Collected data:

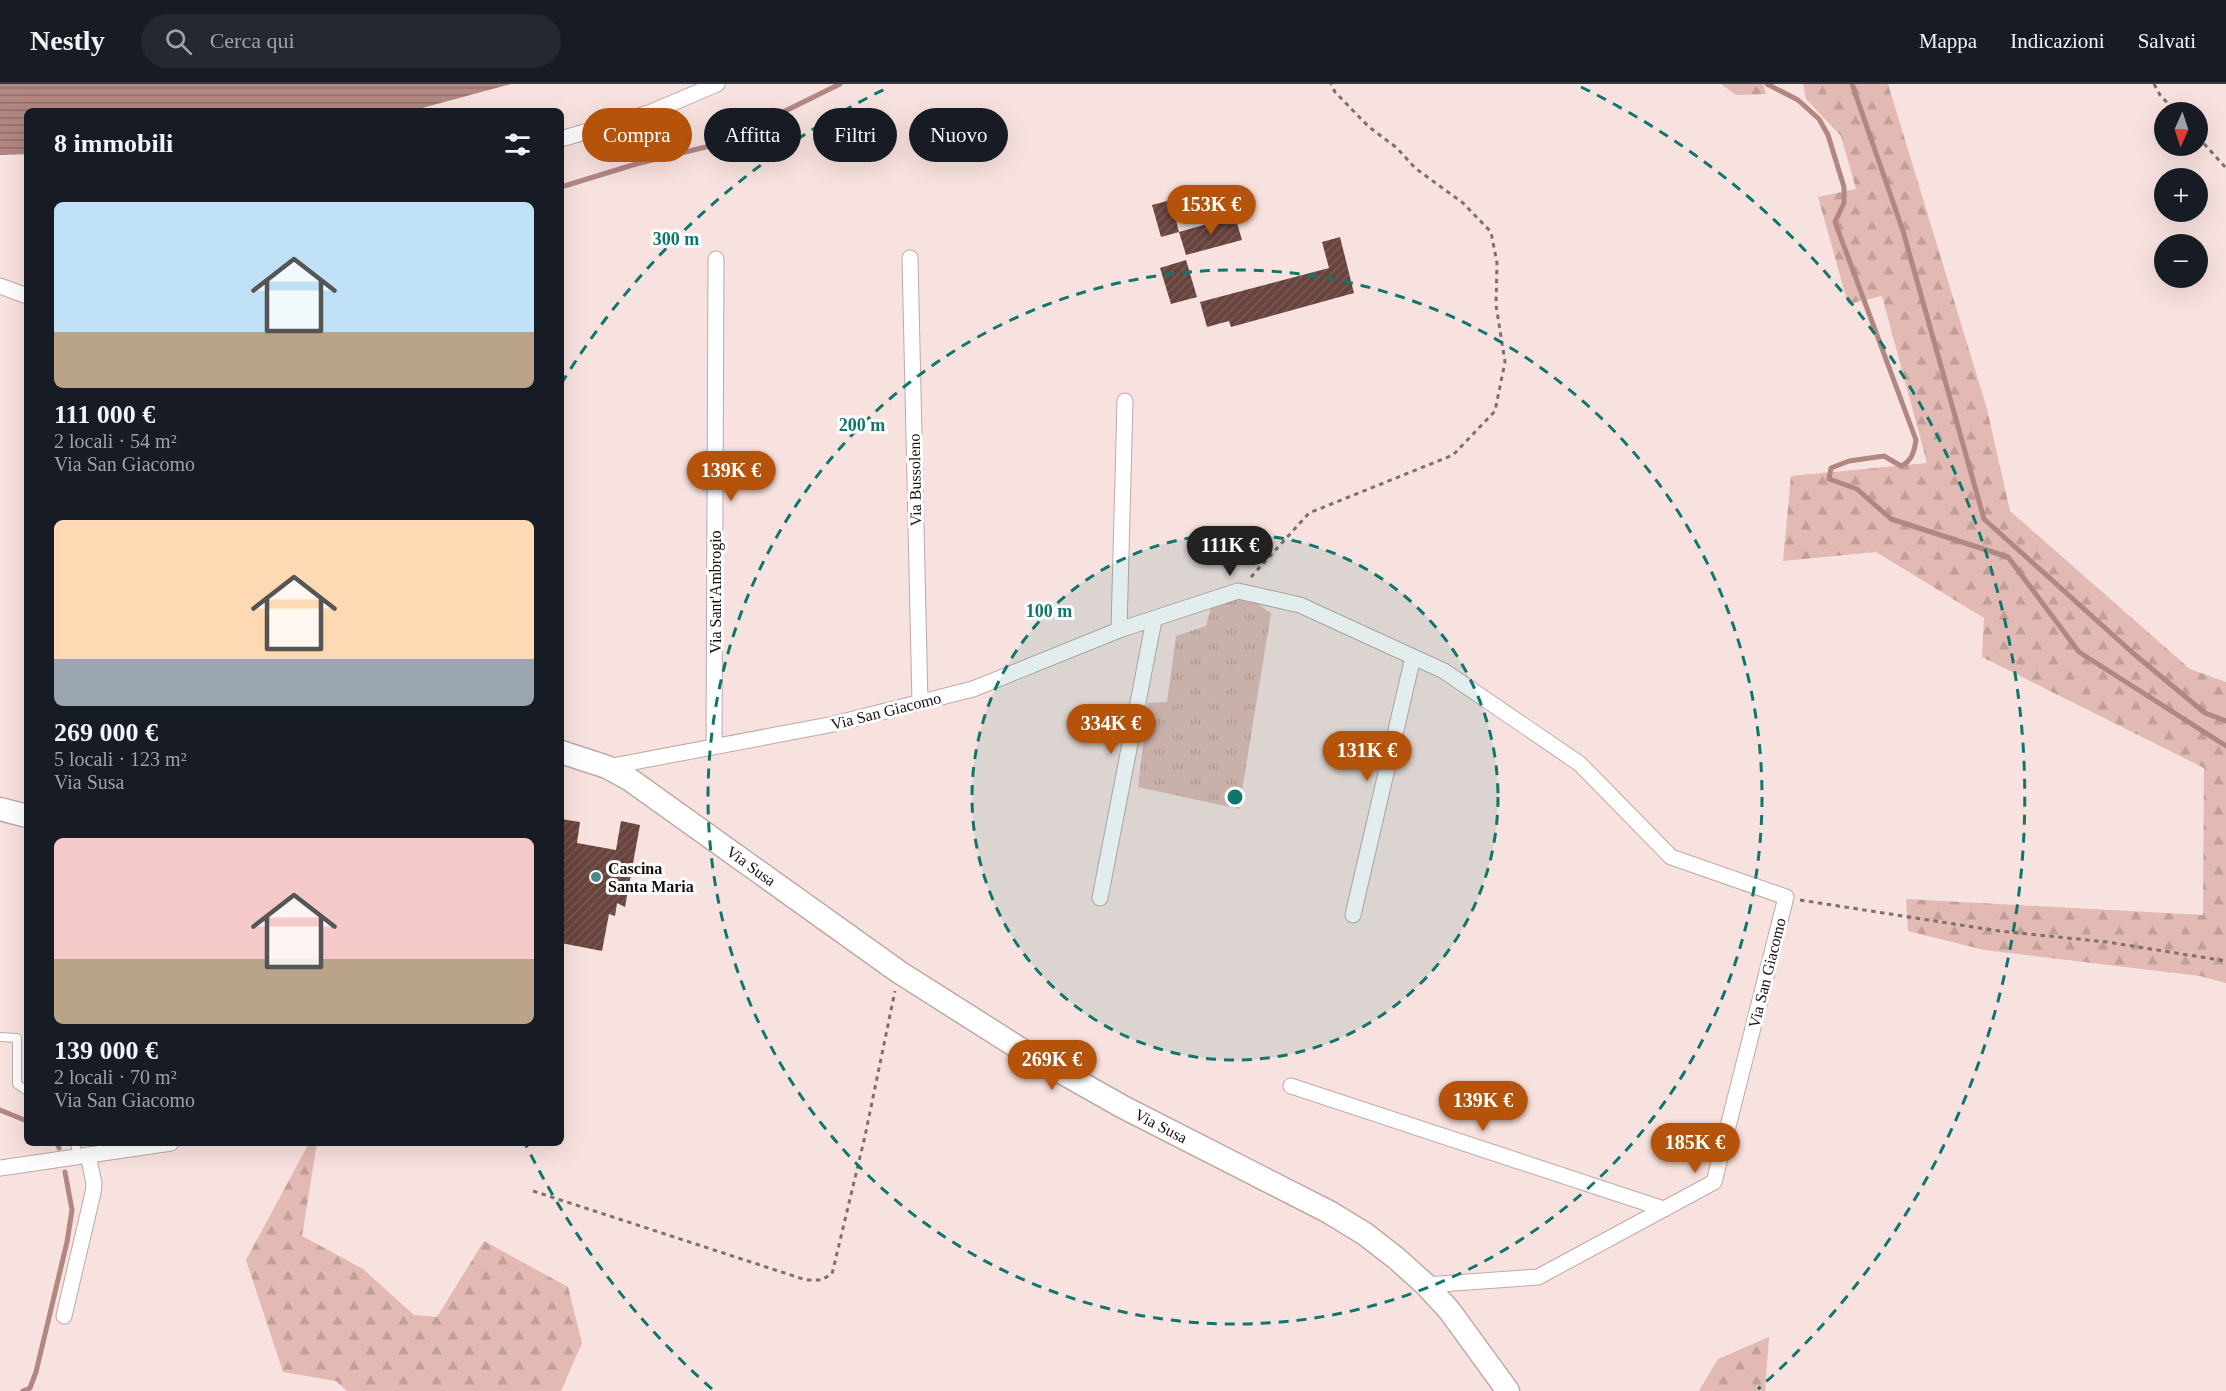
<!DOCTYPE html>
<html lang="it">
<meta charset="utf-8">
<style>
:root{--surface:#171b24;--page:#242831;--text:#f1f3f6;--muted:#9ea1a6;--line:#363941;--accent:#b45309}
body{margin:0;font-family:Georgia,serif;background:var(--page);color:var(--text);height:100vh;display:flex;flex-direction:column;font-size:22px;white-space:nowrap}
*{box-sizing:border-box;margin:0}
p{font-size:20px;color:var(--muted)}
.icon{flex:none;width:33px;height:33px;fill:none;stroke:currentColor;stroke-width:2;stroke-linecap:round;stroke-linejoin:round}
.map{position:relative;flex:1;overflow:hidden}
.panel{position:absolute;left:24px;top:24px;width:540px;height:1038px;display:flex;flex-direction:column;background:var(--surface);border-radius:9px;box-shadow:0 6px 24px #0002}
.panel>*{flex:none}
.guide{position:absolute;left:582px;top:24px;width:570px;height:54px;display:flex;gap:12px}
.needle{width:39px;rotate:183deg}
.tools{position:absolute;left:2154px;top:18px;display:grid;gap:12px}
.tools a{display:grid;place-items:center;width:54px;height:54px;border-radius:50%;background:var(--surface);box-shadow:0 6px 24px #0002;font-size:30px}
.price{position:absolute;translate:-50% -51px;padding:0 14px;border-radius:21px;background:var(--accent);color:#fff;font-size:20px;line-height:39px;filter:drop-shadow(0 2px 3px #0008)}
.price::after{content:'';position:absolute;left:50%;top:36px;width:18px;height:14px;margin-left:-9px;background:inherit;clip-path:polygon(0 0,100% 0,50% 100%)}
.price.selected{background:#222;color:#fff}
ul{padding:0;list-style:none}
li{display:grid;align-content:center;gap:12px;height:318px;padding:0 30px}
li span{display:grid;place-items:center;height:186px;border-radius:9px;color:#555}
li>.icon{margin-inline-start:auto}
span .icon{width:108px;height:108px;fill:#fffc;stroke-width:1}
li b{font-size:26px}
h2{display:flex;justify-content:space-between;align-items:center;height:72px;padding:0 30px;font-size:26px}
.pill{padding:0 21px;border-radius:27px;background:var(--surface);box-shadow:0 6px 24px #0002;font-size:21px;line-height:54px}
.pill.selected{background:var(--accent);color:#fff}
header{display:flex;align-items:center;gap:36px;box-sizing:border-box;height:84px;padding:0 30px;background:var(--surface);border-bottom:2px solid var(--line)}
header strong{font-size:28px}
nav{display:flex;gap:33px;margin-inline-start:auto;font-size:21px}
.search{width:420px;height:54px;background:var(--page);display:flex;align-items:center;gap:15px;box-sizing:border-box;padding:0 21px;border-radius:33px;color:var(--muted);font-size:22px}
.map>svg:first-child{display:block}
.forest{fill:url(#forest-firs)}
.park{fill:url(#park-tufts)}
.water{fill:url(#water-rules)}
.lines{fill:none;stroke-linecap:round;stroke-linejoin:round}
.stream{stroke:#b28782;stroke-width:5}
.building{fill:url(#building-hatch)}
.service-casing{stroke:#bda9a6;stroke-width:10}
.minor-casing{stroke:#bda9a6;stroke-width:17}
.secondary-casing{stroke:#bda9a6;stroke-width:25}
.path{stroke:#7e706e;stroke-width:3;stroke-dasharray:4.5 4.5;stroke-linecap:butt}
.service{stroke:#fff;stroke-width:8}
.minor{stroke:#fff;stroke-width:15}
.secondary{stroke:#fff;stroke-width:22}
.ring{fill:none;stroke:#0f766e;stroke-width:3;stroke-dasharray:10 8}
.poi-dot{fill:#468c85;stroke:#fff;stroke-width:2}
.labels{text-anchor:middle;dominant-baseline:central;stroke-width:6;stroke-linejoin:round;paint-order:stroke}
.street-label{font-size:16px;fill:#160f0e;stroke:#fff}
.poi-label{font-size:16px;font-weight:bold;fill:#160f0e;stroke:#fff;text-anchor:start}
.centre{fill:#0f766e;stroke:#fff;stroke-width:3}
.ring-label{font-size:18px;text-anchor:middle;font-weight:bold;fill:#0f766e;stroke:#fff;stroke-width:6;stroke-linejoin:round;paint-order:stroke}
</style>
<header>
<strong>Nestly</strong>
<div class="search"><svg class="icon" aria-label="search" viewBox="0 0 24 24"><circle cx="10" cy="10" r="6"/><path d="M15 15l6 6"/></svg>Cerca qui</div>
<nav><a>Mappa</a><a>Indicazioni</a><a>Salvati</a></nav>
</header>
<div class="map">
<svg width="2226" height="1307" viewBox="0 0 2226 1307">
<defs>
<pattern id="forest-firs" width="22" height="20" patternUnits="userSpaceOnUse" patternTransform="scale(1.5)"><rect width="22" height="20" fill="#e3b9b3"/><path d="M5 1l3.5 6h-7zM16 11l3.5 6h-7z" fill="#c29e99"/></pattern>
<pattern id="park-tufts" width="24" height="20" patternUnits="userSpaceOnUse" patternTransform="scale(1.5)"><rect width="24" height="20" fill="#e3b9b3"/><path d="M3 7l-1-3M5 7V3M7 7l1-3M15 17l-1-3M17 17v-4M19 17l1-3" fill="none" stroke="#c29e99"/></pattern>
<pattern id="water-rules" width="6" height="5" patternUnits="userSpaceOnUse" patternTransform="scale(1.5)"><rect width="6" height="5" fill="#b28782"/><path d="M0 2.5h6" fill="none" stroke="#906d69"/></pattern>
<pattern id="building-hatch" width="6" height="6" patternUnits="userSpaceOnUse" patternTransform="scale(1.5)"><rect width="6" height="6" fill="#69433e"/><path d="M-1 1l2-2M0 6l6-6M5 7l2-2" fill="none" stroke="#795a56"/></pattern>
</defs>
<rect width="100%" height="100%" fill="#f8e2df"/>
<!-- forest -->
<g class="forest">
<polygon points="1721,0 1763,0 1766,10 1736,11"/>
<polygon points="1803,0 1888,0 1987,325 2010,427 2190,585 2226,598 2226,899 2200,892 1984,866 1908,847 1906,815 2203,831 2204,684 1982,573 1984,534 1876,468 1783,477 1791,392 1927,379 1882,212 1848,220 1818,113 1856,105 1841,52 1806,15"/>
<polygon points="309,1059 317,1059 302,1152 363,1185 414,1231 437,1233 484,1157 568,1203 582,1259 561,1307 347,1307 336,1297 283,1288 246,1176"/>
<polygon points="1769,1253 1765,1307 1699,1307 1718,1275"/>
</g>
<!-- park -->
<polygon class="park" points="1238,507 1271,529 1239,725 1138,703 1148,619 1167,618 1176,552 1206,542 1213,516"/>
<!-- water -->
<polygon class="water" points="0,0 511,0 411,27 27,27 27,70 0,71"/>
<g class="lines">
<!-- stream -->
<g class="stream">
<path d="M1767,0L1798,16L1819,35L1828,51L1844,103V119L1835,138L1916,356C1914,368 1912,377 1901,382L1884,372L1849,377L1831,384L1829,395L1857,405L1891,435L2008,473L2079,568L2226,662"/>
<polyline points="1852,0 1903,147 1984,435 2134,570 2205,629 2226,637"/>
<polyline points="561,103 636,80 718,60 840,0"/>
<polyline points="0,1026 27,1037"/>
<polyline points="57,1059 59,1064"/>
<polyline points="23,1307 30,1304 36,1288 67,1158 72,1126 65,1088"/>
</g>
</g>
<!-- building -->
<g class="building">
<polygon points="1171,116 1179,148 1161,153 1152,121"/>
<polygon points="1235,132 1242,156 1186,171 1179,148"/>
<polygon points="1340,153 1354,209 1231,243 1229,237 1207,243 1200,218 1329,184 1322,158"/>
<polygon points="1186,176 1197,213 1171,220 1160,184"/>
<polygon points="561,735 580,738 577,759 616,766 621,737 640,741 625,823 617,819 615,832 609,830 602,867 561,859"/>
</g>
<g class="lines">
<defs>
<g id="service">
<polyline points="0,953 17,954 17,1000 27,1007"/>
<polyline points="75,1059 78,1073"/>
</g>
<g id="minor">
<polyline points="561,55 649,29 717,0"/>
<polyline points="910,174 920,619"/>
<polyline points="0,202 27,212"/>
<polyline points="1119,546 1125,317"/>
<polyline points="714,662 716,175"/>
<polyline points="607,683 834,640 973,605 1119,546 1238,507 1300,521 1444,587 1580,680 1671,773 1786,813 1714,1098 1538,1193 1426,1201"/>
<polyline points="1100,814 1154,536"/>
<polyline points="1353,831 1413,573"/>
<polyline points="1291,1002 1664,1125"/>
<polyline points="0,1084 171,1059"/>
<polyline points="64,1232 93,1109 94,1099 88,1071"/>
</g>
<g id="secondary">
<polyline points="561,668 607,683 629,695 899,888 1022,966 1123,1023 1329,1128 1365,1150 1396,1174 1426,1201 1449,1226 1508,1307"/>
<polyline points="0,725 27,732"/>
</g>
</defs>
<!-- service casing -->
<use href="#service" class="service-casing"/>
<!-- minor casing -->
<use href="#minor" class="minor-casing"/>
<!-- secondary casing -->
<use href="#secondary" class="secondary-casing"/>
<!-- path -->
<g class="path">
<polyline points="2154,0 2160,11 2176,28"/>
<polyline points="2198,53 2226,84"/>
<polyline points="1251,493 1309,429 1453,371 1495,327 1505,278 1496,221 1497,179 1491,148 1463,119 1415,84 1397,64 1369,43 1335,8 1331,0"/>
<polyline points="1800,816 1999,847 2107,858 2226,877"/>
<polyline points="533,1107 806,1196 821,1196 832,1190 865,1052 895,907"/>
</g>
<!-- service -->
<use href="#service" class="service"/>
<!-- minor -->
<use href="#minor" class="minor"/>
<!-- secondary -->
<use href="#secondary" class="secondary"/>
</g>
<!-- distance rings -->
<circle cx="1235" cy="713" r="263" fill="#0f766e" fill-opacity=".12"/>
<g class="ring">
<circle cx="1235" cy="713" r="263"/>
<circle cx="1235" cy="713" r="527"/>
<path d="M712 1305A790 790 0 0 1 525 1059M561 300A790 790 0 0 1 889 3M1581 3A790 790 0 0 1 1758 1305"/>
</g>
<!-- markers -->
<circle class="poi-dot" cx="596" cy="793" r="6"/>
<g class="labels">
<!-- street labels -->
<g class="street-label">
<text transform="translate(915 396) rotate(-91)">Via Bussoleno</text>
<text transform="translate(715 508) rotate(-90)">Via Sant'Ambrogio</text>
<text transform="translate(886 627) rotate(-14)">Via San Giacomo</text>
<text transform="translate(751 782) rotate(36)">Via Susa</text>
<text transform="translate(1767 889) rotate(-76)">Via San Giacomo</text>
<text transform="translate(1161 1042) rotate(27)">Via Susa</text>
</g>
<!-- poi labels -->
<g class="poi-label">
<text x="608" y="784">Cascina<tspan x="608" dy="18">Santa Maria</tspan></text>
</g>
</g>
<circle cx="1235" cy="713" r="9" class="centre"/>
<g class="ring-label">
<text x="676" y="161">300 m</text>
<text x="862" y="347">200 m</text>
<text x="1049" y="533">100 m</text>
</g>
</svg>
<div class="tools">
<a><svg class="needle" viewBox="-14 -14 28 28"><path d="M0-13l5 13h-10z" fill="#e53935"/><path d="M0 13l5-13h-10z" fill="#9ea1a6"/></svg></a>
<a>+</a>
<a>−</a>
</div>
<b class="price" style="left:1211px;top:152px">153K €</b>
<b class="price" style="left:731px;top:418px">139K €</b>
<b class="price selected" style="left:1230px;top:493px">111K €</b>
<b class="price" style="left:1111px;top:671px">334K €</b>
<b class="price" style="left:1367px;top:698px">131K €</b>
<b class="price" style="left:1052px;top:1007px">269K €</b>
<b class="price" style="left:1483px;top:1048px">139K €</b>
<b class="price" style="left:1695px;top:1090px">185K €</b>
<div class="guide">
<a class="pill selected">Compra</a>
<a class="pill">Affitta</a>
<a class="pill">Filtri</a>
<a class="pill">Nuovo</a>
</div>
<section class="panel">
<h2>8 immobili<svg class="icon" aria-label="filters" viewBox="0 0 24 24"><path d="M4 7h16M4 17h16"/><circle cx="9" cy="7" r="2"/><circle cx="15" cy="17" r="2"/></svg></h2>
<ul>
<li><span style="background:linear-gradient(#bfe0f5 70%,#b9a48a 0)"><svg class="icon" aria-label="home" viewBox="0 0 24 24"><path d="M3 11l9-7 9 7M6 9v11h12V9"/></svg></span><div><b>111 000 €</b><p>2 locali · 54 m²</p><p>Via San Giacomo</p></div></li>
<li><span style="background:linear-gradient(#ffd9b3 75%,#9aa5b1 0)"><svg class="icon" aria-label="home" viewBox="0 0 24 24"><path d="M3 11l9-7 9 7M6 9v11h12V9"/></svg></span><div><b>269 000 €</b><p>5 locali · 123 m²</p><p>Via Susa</p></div></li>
<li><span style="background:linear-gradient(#f6c9c9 65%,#b9a48a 0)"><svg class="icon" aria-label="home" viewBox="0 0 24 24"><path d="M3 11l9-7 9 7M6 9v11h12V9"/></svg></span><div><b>139 000 €</b><p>2 locali · 70 m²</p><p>Via San Giacomo</p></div></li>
</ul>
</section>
</div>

What to work on ▸
Please copy every line of the data that carries the string "direction".

Final answer ▸
body{margin:0;font-family:Georgia,serif;background:var(--page);color:var(--text);height:100vh;display:flex;flex-direction:column;font-size:22px;white-space:nowrap}
.panel{position:absolute;left:24px;top:24px;width:540px;height:1038px;display:flex;flex-direction:column;background:var(--surface);border-radius:9px;box-shadow:0 6px 24px #0002}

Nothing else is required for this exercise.